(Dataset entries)

━━━━━━━━━━━━━━━━

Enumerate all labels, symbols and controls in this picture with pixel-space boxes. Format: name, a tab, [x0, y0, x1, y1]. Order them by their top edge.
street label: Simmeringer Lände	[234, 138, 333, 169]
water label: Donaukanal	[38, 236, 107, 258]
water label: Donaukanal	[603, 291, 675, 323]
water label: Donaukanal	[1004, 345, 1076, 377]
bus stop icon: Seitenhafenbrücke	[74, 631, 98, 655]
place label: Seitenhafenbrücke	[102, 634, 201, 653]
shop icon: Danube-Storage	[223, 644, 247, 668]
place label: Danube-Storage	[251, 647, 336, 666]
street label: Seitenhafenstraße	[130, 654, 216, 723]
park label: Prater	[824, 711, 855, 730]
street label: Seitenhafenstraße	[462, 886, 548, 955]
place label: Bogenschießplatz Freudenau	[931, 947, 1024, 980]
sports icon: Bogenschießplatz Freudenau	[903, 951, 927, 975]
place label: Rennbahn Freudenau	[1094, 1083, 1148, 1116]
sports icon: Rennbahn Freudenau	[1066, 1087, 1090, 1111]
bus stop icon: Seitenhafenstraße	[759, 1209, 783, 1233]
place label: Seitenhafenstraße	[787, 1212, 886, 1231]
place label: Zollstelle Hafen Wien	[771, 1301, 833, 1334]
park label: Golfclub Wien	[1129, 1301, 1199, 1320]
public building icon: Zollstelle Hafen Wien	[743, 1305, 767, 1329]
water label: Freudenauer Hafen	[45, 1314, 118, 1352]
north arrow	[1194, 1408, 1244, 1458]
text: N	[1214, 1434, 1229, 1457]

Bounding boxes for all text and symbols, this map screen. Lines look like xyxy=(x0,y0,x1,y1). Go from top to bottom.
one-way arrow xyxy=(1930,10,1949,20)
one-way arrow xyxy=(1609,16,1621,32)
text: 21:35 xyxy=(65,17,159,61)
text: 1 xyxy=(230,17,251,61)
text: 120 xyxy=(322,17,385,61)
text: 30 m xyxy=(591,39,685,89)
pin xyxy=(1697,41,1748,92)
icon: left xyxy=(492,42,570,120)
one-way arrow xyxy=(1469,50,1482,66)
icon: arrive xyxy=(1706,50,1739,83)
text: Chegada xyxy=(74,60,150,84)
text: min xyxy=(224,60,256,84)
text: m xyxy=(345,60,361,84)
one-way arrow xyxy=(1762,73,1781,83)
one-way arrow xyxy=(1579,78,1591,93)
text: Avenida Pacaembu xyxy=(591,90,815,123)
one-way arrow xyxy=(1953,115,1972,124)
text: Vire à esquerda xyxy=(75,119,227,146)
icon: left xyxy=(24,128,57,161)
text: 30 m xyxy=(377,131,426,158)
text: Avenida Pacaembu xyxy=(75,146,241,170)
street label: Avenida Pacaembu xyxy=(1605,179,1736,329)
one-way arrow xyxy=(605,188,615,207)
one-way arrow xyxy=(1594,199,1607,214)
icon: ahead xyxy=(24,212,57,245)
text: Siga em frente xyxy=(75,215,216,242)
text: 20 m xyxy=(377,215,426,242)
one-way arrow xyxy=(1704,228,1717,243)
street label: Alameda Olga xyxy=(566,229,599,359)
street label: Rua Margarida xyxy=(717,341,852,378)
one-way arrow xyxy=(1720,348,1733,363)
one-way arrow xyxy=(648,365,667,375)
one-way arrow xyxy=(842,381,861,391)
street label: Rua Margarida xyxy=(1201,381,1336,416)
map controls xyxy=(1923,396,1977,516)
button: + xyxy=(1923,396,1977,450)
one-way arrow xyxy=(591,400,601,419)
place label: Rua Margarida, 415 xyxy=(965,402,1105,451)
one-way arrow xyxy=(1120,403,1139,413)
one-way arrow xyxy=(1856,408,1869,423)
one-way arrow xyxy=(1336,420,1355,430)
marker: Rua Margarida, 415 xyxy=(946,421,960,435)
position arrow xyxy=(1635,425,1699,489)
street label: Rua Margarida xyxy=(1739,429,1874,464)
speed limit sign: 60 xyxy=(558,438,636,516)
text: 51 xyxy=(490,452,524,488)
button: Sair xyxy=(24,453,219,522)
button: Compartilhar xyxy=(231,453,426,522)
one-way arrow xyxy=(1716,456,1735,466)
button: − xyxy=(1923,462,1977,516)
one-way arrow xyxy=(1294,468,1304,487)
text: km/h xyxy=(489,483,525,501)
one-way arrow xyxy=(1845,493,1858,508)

━━━━━━━━━━━━━━━━

§ Exercise goal:
Could you return the lines in the entries above that contain "icon"?

§ Answer to the problem:
bus stop icon: Seitenhafenbrücke	[74, 631, 98, 655]
shop icon: Danube-Storage	[223, 644, 247, 668]
sports icon: Bogenschießplatz Freudenau	[903, 951, 927, 975]
sports icon: Rennbahn Freudenau	[1066, 1087, 1090, 1111]
bus stop icon: Seitenhafenstraße	[759, 1209, 783, 1233]
public building icon: Zollstelle Hafen Wien	[743, 1305, 767, 1329]
icon: left xyxy=(492,42,570,120)
icon: arrive xyxy=(1706,50,1739,83)
icon: left xyxy=(24,128,57,161)
icon: ahead xyxy=(24,212,57,245)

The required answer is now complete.